Required action:
The answer must be an exact reproduction of the lines from the start of the records below through the line containing "function paint(path, color)", and nothing more.

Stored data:
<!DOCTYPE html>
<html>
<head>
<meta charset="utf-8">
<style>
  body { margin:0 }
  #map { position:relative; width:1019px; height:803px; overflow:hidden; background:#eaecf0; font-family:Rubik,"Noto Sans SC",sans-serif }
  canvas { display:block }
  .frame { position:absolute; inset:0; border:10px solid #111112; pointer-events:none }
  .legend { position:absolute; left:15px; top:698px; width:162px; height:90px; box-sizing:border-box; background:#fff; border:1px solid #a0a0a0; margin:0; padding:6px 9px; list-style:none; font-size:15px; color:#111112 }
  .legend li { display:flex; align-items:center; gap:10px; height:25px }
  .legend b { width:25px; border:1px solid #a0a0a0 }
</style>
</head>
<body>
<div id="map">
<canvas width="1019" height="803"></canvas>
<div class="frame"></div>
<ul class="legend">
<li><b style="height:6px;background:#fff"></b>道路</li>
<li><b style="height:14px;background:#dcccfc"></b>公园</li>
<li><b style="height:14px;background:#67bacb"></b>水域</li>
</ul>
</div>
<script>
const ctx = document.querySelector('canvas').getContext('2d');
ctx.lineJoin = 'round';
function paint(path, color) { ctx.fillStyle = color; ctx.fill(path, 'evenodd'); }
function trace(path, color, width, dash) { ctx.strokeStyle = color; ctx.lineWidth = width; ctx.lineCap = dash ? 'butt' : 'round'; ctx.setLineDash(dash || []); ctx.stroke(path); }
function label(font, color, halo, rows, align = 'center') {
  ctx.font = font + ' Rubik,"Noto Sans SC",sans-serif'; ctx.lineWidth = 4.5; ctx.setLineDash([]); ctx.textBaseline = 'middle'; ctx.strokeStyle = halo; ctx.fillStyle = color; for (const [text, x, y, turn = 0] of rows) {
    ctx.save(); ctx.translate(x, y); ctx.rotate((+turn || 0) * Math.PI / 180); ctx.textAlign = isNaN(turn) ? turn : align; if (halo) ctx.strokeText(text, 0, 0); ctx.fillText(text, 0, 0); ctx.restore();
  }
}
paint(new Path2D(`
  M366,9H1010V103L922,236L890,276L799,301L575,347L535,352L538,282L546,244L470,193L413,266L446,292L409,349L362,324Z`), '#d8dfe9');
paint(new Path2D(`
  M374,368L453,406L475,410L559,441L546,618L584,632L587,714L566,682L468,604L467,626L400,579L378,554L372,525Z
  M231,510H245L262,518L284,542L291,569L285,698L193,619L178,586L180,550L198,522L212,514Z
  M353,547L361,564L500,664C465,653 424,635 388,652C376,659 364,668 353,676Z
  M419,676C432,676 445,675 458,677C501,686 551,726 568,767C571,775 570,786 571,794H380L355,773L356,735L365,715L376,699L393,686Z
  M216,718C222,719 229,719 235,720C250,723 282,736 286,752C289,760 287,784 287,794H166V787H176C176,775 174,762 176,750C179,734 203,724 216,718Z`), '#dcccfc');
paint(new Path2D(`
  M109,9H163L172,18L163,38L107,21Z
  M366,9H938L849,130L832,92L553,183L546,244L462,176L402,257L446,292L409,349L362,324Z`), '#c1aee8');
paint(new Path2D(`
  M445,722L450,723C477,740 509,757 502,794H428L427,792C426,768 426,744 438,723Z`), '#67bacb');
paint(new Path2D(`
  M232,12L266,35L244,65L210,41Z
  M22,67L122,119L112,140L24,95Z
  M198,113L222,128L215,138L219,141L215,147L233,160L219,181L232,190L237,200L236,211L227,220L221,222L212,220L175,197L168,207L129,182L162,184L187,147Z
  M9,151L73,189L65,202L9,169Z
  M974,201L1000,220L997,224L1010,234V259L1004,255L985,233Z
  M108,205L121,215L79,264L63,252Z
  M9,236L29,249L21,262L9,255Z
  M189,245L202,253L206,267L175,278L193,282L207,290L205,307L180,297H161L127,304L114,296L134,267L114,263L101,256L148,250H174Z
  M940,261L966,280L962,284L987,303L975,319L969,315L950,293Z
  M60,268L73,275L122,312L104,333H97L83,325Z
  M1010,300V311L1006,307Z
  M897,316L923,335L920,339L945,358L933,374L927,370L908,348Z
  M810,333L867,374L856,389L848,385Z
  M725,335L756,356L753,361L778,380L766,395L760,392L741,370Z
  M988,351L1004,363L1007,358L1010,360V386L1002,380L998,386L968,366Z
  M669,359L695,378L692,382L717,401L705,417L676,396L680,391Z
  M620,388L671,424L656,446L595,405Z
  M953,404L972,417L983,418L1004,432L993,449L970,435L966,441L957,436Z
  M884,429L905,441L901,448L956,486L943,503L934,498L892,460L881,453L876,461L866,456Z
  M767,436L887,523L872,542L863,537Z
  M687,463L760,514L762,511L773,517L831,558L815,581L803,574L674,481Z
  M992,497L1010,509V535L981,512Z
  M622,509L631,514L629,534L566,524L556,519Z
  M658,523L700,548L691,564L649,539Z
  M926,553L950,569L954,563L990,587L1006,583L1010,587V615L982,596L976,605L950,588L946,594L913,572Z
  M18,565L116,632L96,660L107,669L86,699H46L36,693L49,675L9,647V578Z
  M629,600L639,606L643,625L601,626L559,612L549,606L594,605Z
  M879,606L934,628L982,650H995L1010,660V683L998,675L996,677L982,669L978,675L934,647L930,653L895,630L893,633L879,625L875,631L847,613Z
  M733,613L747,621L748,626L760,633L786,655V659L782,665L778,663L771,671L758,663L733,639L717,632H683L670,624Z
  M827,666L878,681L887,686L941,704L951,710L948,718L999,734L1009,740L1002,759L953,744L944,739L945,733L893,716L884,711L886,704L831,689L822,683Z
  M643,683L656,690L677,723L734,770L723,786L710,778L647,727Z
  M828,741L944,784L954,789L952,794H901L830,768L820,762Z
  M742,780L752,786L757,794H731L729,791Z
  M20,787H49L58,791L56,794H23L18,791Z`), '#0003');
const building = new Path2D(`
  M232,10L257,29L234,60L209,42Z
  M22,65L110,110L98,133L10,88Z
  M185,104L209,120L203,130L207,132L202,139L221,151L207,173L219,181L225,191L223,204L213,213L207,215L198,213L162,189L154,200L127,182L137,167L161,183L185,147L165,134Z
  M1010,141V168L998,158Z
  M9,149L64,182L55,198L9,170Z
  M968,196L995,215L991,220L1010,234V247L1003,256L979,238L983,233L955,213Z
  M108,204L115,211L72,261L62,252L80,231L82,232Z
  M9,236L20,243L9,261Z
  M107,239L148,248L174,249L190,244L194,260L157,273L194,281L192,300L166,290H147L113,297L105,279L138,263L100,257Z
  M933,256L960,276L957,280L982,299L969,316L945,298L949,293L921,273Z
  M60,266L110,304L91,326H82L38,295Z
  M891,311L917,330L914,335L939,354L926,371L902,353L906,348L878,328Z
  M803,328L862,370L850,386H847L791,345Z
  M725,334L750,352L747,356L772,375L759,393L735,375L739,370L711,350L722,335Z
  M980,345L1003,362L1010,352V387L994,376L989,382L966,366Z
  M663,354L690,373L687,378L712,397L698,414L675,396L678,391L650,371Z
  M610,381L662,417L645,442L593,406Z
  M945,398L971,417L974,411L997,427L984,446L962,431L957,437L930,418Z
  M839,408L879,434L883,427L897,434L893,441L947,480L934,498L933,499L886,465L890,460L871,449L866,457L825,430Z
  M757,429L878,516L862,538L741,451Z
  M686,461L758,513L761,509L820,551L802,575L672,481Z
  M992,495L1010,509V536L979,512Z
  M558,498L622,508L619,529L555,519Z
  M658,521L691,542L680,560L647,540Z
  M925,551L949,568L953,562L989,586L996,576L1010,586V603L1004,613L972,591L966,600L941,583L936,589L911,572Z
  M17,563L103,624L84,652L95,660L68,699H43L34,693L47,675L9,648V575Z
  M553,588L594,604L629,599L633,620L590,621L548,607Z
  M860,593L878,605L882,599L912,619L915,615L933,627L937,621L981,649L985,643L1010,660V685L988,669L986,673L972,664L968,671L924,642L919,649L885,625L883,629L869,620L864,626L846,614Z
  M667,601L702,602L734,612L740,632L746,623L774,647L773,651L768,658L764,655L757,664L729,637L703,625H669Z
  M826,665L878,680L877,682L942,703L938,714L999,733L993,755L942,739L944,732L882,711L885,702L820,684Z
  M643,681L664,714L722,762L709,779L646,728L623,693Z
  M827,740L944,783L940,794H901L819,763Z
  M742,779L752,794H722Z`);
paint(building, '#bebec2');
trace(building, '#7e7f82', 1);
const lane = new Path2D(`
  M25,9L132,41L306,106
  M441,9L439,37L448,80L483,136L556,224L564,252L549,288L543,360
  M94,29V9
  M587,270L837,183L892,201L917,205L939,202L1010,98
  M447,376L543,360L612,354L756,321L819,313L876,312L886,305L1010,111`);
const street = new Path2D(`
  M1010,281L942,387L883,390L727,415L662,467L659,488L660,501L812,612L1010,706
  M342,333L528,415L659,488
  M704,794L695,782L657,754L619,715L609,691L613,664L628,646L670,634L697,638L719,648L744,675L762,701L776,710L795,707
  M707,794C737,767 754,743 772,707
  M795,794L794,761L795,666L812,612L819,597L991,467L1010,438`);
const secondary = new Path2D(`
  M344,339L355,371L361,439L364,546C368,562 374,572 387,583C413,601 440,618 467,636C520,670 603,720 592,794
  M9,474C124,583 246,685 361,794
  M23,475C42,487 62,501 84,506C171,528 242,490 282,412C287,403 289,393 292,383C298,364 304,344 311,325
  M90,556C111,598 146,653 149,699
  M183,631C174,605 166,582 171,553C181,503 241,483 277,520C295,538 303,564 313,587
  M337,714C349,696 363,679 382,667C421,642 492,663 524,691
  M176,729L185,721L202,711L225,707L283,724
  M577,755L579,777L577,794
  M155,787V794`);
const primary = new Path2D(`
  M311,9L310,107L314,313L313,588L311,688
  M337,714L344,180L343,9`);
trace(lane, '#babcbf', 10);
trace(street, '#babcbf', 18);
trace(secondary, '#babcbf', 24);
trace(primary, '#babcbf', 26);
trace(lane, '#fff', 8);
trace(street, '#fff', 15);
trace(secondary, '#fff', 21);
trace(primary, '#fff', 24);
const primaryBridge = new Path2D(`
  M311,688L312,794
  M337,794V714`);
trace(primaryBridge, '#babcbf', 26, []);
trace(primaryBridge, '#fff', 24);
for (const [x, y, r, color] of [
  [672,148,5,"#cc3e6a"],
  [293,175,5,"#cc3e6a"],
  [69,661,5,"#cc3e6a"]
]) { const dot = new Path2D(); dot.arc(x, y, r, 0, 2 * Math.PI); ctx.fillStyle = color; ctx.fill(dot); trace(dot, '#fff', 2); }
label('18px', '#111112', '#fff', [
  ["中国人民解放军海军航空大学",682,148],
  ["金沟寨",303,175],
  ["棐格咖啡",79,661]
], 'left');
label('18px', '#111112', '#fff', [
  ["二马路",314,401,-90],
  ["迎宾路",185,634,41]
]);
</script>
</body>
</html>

Exercise response:
<!DOCTYPE html>
<html>
<head>
<meta charset="utf-8">
<style>
  body { margin:0 }
  #map { position:relative; width:1019px; height:803px; overflow:hidden; background:#eaecf0; font-family:Rubik,"Noto Sans SC",sans-serif }
  canvas { display:block }
  .frame { position:absolute; inset:0; border:10px solid #111112; pointer-events:none }
  .legend { position:absolute; left:15px; top:698px; width:162px; height:90px; box-sizing:border-box; background:#fff; border:1px solid #a0a0a0; margin:0; padding:6px 9px; list-style:none; font-size:15px; color:#111112 }
  .legend li { display:flex; align-items:center; gap:10px; height:25px }
  .legend b { width:25px; border:1px solid #a0a0a0 }
</style>
</head>
<body>
<div id="map">
<canvas width="1019" height="803"></canvas>
<div class="frame"></div>
<ul class="legend">
<li><b style="height:6px;background:#fff"></b>道路</li>
<li><b style="height:14px;background:#dcccfc"></b>公园</li>
<li><b style="height:14px;background:#67bacb"></b>水域</li>
</ul>
</div>
<script>
const ctx = document.querySelector('canvas').getContext('2d');
ctx.lineJoin = 'round';
function paint(path, color) { ctx.fillStyle = color; ctx.fill(path, 'evenodd'); }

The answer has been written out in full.